At the IMF, Monroe led Article IV and technical assistance missions to a range of countries, including Dominica, El Salvador, Georgia, Honduras, the Kyrgyz Republic, Myanmar, Paraguay, Sri Lanka, and Turkmenistan. His work examined subjects including fintech, spillovers within currency unions, Ponzi schemes, offshore financial centers, remittances, natural gas markets, and migration. He worked on teams delivering $3.5 billion debt relief to Bolivia, Honduras, and Zambia. He led development of the IMF's Financial Sector Stability Review, which has become the key tool guiding technical assistance to countries aiming to improve their financial stability, and helped raised $25 million from donor countries for the supporting Financial Sector Stability Fund. He served as IMF Representative to Georgia and Honduras.

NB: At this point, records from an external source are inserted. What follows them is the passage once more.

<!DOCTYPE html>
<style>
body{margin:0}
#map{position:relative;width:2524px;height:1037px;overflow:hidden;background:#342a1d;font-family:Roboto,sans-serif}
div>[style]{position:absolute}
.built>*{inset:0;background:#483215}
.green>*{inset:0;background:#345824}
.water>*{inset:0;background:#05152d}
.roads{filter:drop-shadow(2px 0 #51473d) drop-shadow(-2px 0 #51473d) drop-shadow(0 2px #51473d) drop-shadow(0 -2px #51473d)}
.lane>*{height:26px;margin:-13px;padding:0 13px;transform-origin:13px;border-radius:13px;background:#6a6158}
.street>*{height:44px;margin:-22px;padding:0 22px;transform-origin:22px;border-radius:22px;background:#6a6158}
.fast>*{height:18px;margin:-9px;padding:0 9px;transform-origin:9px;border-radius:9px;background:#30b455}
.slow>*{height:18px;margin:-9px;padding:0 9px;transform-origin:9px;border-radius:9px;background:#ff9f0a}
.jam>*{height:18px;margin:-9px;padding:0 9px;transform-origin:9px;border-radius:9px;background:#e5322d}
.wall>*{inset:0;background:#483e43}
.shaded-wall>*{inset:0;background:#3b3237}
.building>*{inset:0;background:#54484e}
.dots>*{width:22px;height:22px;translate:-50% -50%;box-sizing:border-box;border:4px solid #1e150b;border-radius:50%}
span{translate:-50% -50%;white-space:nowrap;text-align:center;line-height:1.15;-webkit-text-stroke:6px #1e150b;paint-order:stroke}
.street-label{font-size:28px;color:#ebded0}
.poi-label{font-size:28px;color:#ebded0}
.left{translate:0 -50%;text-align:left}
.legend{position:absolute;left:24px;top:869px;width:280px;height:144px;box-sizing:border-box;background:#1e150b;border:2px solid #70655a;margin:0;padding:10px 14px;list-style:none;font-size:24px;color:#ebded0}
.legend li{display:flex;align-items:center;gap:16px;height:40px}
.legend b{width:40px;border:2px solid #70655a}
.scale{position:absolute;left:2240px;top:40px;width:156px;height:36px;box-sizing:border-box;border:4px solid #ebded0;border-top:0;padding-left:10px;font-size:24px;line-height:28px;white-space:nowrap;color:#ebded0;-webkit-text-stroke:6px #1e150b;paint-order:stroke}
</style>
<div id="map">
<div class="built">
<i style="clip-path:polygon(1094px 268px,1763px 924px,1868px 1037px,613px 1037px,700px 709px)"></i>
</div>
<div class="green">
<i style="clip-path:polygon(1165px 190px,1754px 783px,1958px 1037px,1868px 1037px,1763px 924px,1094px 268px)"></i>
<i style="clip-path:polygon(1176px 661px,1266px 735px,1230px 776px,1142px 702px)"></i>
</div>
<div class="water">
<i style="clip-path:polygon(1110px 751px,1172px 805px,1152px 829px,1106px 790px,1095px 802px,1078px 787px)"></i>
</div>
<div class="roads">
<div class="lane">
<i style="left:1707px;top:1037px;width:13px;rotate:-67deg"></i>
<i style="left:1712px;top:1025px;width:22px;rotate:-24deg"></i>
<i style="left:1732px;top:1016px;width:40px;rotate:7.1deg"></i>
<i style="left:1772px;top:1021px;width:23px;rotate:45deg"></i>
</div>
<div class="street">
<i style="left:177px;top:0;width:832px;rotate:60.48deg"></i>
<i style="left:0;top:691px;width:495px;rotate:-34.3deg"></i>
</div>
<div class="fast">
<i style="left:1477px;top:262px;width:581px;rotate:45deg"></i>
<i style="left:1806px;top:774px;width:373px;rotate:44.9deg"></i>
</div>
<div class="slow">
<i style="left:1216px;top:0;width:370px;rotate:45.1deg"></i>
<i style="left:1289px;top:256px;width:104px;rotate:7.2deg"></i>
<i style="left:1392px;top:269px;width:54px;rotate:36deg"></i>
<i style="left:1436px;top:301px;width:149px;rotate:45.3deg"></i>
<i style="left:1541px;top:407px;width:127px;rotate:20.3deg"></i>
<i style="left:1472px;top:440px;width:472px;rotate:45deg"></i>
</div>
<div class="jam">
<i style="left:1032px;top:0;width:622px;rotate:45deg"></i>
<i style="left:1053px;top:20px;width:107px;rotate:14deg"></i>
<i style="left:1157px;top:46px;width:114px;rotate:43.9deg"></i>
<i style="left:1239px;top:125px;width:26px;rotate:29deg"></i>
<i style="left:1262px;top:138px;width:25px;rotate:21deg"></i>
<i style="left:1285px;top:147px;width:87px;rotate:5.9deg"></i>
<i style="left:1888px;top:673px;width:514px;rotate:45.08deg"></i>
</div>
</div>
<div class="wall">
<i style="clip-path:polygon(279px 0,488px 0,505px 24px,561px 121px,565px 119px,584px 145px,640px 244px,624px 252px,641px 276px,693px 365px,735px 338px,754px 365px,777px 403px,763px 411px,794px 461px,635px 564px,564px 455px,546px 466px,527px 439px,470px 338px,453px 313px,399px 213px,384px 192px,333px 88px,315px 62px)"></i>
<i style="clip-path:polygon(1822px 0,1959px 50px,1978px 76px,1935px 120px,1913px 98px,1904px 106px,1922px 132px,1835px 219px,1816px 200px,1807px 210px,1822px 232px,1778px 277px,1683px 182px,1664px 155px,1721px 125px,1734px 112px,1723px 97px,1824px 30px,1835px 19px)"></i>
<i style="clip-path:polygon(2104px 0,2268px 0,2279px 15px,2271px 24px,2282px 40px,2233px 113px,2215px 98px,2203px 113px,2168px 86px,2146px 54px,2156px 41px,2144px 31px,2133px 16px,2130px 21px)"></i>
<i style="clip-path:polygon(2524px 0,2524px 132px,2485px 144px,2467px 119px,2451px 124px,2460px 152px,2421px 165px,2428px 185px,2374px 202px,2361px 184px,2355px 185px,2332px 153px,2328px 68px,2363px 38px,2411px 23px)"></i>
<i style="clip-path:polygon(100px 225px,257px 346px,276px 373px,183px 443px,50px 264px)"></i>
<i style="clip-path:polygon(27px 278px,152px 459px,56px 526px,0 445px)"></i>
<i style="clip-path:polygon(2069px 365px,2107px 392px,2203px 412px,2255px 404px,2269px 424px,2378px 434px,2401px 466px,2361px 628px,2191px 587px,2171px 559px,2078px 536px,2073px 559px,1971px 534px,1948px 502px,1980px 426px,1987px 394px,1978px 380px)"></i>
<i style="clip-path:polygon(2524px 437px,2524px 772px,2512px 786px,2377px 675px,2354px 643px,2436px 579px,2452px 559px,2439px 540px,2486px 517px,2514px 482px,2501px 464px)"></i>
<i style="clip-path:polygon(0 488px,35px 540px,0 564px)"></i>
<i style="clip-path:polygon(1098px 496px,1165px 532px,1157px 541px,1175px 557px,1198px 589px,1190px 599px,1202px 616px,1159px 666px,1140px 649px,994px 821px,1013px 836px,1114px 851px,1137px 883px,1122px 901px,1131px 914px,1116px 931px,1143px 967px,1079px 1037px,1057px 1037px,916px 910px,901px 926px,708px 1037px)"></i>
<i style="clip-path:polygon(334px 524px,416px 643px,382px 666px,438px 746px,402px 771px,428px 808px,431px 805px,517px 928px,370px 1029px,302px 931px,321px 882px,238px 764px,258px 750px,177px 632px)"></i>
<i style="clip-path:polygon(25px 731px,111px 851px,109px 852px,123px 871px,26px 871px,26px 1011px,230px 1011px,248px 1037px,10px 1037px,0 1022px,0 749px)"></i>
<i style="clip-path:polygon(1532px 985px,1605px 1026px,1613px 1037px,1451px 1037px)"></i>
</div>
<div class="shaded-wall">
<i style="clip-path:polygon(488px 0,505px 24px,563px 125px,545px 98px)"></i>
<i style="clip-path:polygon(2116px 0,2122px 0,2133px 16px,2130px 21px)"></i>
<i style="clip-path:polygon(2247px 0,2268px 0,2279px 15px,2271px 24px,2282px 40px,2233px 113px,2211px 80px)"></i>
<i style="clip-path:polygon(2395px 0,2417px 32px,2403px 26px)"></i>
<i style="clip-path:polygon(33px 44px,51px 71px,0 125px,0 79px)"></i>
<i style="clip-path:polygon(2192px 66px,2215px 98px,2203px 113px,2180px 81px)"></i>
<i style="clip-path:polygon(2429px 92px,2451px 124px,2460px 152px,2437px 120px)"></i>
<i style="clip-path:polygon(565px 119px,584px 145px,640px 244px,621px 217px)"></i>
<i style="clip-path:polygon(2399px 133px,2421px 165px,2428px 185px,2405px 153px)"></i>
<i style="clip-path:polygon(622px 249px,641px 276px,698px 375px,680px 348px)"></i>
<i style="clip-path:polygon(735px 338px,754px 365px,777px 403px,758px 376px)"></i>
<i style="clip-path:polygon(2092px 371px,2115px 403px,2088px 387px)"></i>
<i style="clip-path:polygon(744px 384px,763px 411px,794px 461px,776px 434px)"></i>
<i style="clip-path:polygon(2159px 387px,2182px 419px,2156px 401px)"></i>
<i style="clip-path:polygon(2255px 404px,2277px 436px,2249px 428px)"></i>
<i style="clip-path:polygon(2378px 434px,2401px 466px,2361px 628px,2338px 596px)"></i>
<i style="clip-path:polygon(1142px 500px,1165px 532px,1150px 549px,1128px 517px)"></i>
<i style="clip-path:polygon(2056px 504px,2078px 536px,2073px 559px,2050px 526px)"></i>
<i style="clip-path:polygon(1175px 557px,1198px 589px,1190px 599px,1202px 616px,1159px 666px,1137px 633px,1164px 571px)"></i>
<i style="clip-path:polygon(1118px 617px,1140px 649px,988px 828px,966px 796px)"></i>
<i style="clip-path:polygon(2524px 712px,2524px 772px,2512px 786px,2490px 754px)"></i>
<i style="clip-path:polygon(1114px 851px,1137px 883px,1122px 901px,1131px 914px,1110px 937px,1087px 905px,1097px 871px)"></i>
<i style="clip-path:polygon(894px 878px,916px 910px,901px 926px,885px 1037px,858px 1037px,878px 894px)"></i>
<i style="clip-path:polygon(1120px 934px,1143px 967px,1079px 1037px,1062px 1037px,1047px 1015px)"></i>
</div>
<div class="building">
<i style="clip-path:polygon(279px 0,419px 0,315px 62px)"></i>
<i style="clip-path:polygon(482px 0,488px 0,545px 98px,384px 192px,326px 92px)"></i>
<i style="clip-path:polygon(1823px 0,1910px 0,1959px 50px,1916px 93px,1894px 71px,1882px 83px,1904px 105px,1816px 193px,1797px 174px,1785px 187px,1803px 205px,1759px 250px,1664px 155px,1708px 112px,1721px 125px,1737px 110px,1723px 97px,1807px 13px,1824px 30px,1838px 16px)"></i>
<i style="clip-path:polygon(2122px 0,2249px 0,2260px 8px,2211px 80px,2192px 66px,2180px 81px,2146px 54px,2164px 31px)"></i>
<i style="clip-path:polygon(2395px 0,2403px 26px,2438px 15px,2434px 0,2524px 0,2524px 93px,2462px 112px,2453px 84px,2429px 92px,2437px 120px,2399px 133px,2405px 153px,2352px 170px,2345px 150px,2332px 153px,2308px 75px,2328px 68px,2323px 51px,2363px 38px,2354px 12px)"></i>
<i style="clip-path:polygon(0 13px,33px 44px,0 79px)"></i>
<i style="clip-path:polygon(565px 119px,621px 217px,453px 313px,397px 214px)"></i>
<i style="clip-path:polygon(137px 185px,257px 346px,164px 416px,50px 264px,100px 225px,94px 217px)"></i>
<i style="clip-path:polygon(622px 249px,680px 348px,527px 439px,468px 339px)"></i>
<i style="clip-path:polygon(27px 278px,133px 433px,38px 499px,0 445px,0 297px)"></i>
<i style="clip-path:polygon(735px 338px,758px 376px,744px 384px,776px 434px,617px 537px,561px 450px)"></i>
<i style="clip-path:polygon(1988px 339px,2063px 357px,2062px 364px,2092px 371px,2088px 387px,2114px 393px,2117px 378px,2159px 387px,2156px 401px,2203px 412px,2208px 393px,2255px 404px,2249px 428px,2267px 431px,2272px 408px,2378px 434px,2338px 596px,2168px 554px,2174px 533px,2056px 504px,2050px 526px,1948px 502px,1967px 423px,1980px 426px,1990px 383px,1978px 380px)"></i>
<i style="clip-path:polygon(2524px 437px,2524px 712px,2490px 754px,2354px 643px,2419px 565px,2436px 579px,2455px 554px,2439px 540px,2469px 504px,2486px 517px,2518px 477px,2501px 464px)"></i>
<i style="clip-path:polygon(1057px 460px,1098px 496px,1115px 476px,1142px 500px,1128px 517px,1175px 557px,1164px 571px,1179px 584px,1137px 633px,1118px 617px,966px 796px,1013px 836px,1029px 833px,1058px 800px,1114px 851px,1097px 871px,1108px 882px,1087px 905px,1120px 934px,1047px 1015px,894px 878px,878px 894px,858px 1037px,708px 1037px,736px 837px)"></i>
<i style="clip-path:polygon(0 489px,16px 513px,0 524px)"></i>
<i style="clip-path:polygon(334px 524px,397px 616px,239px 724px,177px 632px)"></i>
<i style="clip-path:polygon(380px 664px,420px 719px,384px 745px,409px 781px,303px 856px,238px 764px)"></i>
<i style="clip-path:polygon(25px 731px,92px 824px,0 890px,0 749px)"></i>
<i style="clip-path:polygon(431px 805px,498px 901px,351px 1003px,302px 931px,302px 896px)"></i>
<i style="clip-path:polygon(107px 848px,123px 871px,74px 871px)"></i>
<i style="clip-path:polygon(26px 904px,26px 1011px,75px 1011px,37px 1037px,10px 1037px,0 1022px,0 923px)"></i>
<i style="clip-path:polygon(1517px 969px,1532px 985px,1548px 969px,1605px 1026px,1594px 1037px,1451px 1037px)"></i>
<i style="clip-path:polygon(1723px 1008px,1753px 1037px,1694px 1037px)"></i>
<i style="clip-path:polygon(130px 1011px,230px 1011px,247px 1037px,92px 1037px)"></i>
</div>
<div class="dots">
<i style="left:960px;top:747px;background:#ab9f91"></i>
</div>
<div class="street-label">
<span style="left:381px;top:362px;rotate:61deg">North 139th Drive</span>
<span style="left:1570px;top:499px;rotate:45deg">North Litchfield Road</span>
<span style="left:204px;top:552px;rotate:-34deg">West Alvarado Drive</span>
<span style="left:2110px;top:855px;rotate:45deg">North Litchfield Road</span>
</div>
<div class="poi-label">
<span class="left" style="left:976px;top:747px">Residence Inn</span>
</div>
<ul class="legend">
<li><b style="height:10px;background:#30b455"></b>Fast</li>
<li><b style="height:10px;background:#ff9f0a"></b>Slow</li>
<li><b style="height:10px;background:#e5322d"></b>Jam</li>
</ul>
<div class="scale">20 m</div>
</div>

Monroe also served as an adjunct professor at George Washington University's Elliott School for International Affairs, leading graduate seminars on the Economics of Natural Gas; at Stanford University's Washington program, on international economics for undergraduates; at the University of Maryland, on macroeconomics; at George Mason University, on exchange rates; and at Marymount University, on Artificial Intelligence Applications for Business and on Economics for Managers.

He has also published in fields outside of economics. In the area of computational complexity, he examined the relationship between computational problems with no fastest algorithm, such as matrix multiplication,. In theoretical physics, he has examined whether closed timelike curves are undesirable in a physical model. This paper "Are Causality Violations Undesirable?" was co-winner of the Queen Mary University of London Essay Prize on Closed Timelike Curves.